I agree that ballistics/lib/lib1/libm.so.6 should probably be removed, praying that devs didn't alter it.

Shared libraries are nice for forward compatibility: see libsdl1.2-compat, libaoss, etc.

[pantalaimon]

Thank you, that indeed made it start!

[account42]

Bundling your own glibc components will break eventually anyway even without other system libraries: glibc does not guarantee compatibility between components across different versions and (barring containers) you can't bundle all of glibc because the dynamic loader needs to be at a fixed absoulte path (/lib64/ld-linux-x86-64.so.2 for glibc-based amd64 Linux distros).

[dasyatidprime]

I'm not seeing from the error message how that qualifies as a glibc symbol compat issue as such. On the face of it, it looks like the application is vendoring its own libm rather than using the system glibc's libm, and then it tries to load other system libraries which expect to load the newer system libm and instead find an older one.
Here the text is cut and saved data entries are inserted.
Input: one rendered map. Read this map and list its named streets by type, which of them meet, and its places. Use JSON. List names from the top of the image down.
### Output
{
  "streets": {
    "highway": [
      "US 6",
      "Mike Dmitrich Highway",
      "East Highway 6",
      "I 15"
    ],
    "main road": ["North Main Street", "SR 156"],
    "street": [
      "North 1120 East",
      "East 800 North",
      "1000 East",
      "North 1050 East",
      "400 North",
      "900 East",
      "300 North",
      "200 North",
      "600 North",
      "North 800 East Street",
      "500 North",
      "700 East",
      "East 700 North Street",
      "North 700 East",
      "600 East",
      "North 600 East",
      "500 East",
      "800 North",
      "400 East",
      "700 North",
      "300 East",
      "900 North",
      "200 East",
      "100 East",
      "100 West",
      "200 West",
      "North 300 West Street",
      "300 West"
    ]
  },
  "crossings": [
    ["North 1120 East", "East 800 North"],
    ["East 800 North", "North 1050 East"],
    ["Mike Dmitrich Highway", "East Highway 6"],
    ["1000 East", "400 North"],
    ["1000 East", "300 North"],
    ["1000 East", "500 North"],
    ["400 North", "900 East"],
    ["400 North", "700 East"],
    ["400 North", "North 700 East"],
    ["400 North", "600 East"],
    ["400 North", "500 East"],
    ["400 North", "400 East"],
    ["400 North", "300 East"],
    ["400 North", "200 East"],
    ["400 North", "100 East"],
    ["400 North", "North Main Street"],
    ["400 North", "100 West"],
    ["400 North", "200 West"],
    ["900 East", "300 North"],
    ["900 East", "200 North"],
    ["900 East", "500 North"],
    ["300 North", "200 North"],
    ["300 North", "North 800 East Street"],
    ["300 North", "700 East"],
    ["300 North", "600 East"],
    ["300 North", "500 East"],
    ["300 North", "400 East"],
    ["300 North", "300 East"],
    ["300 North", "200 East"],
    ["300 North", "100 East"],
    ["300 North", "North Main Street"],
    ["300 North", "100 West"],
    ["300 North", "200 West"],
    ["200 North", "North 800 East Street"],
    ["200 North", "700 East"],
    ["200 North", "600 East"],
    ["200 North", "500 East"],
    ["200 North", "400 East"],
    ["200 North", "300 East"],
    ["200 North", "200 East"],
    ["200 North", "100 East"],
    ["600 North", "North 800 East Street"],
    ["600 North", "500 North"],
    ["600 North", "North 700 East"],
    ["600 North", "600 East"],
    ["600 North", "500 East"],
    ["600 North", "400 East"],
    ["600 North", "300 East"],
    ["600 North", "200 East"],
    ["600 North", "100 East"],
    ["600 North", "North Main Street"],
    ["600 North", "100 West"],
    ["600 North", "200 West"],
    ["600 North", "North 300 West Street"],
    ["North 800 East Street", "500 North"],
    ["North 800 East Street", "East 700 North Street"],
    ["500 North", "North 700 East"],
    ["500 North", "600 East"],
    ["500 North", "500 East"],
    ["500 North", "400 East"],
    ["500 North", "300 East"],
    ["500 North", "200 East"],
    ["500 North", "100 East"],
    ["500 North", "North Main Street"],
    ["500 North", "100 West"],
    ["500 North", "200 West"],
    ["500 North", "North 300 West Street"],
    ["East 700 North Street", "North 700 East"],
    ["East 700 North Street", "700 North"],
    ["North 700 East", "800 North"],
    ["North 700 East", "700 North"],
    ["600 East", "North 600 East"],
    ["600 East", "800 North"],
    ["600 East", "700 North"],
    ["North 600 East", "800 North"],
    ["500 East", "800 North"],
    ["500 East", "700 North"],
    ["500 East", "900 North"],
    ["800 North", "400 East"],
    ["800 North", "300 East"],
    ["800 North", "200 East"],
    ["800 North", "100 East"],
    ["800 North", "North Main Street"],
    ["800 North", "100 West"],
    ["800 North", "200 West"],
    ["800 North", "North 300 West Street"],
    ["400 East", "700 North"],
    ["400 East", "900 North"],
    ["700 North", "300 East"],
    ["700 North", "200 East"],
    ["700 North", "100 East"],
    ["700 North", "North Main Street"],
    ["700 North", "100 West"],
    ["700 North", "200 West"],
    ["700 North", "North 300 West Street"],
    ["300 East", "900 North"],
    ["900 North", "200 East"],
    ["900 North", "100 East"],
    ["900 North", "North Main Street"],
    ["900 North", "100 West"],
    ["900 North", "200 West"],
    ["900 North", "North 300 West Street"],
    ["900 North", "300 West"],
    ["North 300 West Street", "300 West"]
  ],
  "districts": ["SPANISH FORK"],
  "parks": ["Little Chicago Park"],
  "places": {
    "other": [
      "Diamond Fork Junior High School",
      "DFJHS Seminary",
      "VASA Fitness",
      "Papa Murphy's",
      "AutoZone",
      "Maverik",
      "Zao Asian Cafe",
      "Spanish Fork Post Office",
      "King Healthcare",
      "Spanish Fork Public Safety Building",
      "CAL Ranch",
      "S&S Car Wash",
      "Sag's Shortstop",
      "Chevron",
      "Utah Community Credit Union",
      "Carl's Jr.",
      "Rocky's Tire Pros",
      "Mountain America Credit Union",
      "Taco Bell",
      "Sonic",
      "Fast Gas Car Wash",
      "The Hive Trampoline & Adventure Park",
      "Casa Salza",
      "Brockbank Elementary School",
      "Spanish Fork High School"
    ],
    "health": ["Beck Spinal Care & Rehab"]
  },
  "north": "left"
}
If my interpretation is correct, then if it's going to load system libraries, those may require system glibc, and if it's going to use system glibc, it should use all system glibc rather than trying to mix and match.

[Arnavion]

>Note, however, that it is a Glibc bug (modulo Drepper’s temper) if the reverse happens

Right right. I gave that example not as something that people would expect to work, just as something that indicates that users and distros are used to the idea of binaries and libc being revved in sync.

[hulitu]

Glibc symbol versioning has only prevented programs from running. I disable it on all of my systems.

[jart]

Cosmopolitan Libc is sanitizable. I believe it's currently the only one where you can use Address Sanitizer at all layers of the software stack.

[kazinator]

Most standard C library features don't contain implementation choices that have different ABIs. The types of the function arguments determine everything, so the only way to have instability is to tinker with the compiler or its options that influence the ABI at a low level.

They must be thinking of some very specific functions.

In <stdio.h>, functions that are implemented as macros can peek at the FILE * structure, so if that's not maintained in a backward-compatible way, that would be a problem. (In that case, if you #undef the macros to reveal the real functions, you're almost certainly OK. C programs do not declare or initialize FILE objects.)

struct tm could cause issues; if hidden fields are added to it, which existing binary clients don't define.

Various things in POSIX can have a problem also; it has a lot of structures, the storage for many of which are defined by client programs, and in some cases even initialization.

[david2ndaccount]

Standard C has an ABI problem due to intmax_t. It is stuck at 64 bits in most implementations even though many offer an int128_t. There are standard C functions such as imaxabs, imaxdiv, strtoimax that are defined as taking or returning intmax_t, so changing intmax_t to 128 bits would break existing binaries. C functions are also purely defined by their name so you wouldn’t even get a dynamic linking error, you would just be calling the functions wrong.

[teddyh]

That’s what happens when your change your hardware architecture but don’t want to change your ABI; you get crazy stuff like that.

[asguy]

This is true only if you ignore practical considerations like symbol versioning and migrating (e.g. the latest pthread glibc changes that aren’t backwards compatible).